── Provided data

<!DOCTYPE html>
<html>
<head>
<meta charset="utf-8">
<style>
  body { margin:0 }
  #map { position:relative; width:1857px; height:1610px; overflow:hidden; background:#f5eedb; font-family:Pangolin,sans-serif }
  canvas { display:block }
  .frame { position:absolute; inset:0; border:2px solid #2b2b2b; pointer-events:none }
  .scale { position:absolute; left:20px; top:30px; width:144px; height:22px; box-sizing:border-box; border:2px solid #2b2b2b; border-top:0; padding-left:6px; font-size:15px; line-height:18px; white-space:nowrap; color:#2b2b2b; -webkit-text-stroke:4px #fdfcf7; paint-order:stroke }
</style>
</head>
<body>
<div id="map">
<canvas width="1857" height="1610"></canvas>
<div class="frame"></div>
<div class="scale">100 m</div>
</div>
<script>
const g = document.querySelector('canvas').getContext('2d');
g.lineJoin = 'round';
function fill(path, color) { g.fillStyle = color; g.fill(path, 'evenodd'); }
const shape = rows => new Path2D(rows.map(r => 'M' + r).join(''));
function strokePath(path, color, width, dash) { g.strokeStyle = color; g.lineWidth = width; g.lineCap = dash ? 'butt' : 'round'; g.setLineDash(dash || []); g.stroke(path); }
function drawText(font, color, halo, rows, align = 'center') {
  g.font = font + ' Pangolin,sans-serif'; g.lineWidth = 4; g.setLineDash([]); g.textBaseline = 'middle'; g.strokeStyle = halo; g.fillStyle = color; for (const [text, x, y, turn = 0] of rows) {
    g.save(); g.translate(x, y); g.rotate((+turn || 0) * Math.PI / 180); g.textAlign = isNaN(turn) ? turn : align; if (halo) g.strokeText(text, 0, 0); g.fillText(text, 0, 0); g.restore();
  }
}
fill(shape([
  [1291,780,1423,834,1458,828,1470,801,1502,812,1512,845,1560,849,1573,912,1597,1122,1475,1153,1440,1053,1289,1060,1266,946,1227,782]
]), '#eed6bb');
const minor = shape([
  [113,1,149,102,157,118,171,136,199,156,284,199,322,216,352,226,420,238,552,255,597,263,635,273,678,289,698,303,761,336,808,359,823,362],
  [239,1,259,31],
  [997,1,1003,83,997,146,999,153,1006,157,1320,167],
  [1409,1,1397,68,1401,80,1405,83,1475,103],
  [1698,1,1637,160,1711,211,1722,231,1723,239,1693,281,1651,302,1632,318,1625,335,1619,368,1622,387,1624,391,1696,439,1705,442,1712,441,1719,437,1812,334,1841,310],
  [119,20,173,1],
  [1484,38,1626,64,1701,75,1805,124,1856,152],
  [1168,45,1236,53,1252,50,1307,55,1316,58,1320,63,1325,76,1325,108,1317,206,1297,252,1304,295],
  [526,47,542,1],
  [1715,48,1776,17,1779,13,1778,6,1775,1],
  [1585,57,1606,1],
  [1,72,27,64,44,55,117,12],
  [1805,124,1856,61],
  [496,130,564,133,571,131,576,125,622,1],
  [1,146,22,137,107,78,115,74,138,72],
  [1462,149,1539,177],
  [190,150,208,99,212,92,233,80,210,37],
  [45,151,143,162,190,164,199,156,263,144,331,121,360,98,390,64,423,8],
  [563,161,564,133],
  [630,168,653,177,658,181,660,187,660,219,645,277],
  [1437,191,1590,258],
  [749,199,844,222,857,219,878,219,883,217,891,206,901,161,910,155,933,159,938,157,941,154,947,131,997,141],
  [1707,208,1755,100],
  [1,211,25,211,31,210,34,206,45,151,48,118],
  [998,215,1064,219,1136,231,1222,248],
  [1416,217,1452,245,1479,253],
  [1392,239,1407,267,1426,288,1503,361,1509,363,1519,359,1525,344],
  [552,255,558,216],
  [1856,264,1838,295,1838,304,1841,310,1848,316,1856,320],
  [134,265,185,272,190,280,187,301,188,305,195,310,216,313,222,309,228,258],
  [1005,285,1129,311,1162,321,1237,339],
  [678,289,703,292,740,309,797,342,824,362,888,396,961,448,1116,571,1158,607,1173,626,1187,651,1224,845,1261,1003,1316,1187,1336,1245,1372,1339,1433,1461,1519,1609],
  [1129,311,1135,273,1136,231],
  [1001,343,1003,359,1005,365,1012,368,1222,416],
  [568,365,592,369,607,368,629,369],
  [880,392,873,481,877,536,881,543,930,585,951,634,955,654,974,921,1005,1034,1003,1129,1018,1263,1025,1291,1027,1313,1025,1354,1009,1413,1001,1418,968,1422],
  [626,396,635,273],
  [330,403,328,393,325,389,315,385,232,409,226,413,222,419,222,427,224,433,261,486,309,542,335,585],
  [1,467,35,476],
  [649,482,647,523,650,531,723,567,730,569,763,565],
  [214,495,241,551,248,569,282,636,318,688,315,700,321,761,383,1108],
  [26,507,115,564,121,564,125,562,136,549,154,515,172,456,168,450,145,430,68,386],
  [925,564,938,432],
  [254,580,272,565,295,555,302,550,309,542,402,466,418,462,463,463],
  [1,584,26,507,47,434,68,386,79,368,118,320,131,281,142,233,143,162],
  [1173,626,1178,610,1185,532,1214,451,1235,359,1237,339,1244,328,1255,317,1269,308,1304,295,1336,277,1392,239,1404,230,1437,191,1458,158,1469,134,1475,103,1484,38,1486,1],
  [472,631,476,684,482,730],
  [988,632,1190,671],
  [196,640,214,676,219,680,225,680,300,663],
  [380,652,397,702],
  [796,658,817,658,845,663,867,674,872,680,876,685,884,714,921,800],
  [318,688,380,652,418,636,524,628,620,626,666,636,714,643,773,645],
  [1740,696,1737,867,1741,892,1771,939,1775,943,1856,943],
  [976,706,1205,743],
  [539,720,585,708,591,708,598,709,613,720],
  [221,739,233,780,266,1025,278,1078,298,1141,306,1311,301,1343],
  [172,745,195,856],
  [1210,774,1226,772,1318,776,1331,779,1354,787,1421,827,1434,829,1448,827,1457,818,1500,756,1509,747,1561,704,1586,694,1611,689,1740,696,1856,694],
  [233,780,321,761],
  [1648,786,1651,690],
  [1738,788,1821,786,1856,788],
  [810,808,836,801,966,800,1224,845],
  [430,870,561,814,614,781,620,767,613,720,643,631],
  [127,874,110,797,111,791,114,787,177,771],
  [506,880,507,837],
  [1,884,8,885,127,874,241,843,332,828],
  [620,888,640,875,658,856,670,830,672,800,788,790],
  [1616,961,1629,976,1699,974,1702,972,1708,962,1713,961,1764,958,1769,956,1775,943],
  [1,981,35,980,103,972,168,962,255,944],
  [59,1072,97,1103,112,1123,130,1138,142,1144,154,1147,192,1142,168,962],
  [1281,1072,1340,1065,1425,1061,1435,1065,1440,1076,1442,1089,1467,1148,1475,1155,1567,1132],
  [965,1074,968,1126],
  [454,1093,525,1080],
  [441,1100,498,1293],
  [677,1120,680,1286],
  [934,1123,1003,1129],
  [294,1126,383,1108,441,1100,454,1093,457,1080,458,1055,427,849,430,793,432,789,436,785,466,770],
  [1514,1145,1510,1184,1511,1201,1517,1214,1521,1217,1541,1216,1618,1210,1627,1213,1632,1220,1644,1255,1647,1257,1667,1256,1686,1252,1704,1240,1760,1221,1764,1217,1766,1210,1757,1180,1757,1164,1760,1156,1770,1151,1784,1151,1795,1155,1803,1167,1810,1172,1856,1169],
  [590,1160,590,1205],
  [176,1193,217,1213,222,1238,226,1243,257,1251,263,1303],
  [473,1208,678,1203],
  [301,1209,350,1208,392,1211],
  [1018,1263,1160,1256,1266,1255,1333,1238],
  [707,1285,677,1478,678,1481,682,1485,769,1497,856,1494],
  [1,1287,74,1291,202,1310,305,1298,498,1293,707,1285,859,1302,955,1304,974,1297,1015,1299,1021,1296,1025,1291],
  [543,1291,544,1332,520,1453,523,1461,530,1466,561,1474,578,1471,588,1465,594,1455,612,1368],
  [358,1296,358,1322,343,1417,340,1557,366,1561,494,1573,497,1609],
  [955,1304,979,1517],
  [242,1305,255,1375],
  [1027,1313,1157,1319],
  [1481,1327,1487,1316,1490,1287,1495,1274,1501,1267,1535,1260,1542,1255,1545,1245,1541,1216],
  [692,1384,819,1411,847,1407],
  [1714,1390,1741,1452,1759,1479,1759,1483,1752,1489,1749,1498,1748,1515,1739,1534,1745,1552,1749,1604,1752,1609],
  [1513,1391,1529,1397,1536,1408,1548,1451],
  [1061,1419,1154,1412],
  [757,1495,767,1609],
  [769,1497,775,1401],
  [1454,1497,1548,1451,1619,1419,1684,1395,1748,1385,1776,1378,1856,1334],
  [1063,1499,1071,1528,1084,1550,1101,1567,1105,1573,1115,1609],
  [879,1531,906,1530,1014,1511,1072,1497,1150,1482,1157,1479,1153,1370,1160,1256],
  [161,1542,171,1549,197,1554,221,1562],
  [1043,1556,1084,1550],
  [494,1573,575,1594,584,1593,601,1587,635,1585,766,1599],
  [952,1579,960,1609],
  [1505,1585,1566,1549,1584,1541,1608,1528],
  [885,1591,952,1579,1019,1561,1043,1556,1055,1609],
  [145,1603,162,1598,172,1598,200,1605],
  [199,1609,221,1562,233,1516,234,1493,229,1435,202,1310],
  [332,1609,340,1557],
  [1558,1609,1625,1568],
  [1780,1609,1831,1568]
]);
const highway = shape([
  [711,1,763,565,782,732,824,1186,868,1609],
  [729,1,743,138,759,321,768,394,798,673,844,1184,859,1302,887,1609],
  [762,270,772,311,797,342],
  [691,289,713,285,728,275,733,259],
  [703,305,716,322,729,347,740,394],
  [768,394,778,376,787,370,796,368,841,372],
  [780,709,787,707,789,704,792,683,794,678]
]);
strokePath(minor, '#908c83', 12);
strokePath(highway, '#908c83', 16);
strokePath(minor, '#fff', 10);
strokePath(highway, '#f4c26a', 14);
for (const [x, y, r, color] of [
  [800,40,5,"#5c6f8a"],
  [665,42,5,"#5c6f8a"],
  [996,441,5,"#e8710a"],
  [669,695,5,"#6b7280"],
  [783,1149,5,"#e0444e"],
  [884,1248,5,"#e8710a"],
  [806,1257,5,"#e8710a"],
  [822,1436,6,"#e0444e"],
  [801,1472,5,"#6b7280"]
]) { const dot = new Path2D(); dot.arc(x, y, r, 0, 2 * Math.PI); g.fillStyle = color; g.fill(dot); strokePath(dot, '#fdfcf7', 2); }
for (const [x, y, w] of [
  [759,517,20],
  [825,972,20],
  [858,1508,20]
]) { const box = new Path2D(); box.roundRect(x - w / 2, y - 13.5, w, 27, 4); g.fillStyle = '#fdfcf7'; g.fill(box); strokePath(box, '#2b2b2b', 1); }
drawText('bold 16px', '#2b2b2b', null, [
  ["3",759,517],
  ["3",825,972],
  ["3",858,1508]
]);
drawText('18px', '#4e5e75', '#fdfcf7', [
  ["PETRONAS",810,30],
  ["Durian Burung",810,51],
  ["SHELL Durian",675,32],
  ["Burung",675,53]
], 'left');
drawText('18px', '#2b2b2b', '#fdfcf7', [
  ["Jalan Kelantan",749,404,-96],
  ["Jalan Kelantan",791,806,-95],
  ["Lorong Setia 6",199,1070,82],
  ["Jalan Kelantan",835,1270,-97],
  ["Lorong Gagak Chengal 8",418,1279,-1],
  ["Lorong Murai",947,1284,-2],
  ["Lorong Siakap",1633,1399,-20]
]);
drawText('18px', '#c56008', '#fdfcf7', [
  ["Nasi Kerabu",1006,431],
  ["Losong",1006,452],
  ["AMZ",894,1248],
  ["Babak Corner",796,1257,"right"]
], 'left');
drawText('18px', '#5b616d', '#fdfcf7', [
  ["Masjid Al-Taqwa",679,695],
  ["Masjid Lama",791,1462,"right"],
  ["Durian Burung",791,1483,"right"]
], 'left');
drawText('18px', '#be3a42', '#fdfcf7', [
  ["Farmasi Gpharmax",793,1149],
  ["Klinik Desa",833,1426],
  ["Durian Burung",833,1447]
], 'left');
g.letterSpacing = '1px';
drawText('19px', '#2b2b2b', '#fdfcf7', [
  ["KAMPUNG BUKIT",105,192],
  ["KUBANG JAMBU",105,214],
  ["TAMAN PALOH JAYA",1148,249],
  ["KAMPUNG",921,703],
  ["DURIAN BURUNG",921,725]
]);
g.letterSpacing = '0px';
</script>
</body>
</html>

────

> Problem requirements
Report each line in the data above that holds the word "strokeStyle" by copying it.

> The answer
function strokePath(path, color, width, dash) { g.strokeStyle = color; g.lineWidth = width; g.lineCap = dash ? 'butt' : 'round'; g.setLineDash(dash || []); g.stroke(path); }
  g.font = font + ' Pangolin,sans-serif'; g.lineWidth = 4; g.setLineDash([]); g.textBaseline = 'middle'; g.strokeStyle = halo; g.fillStyle = color; for (const [text, x, y, turn = 0] of rows) {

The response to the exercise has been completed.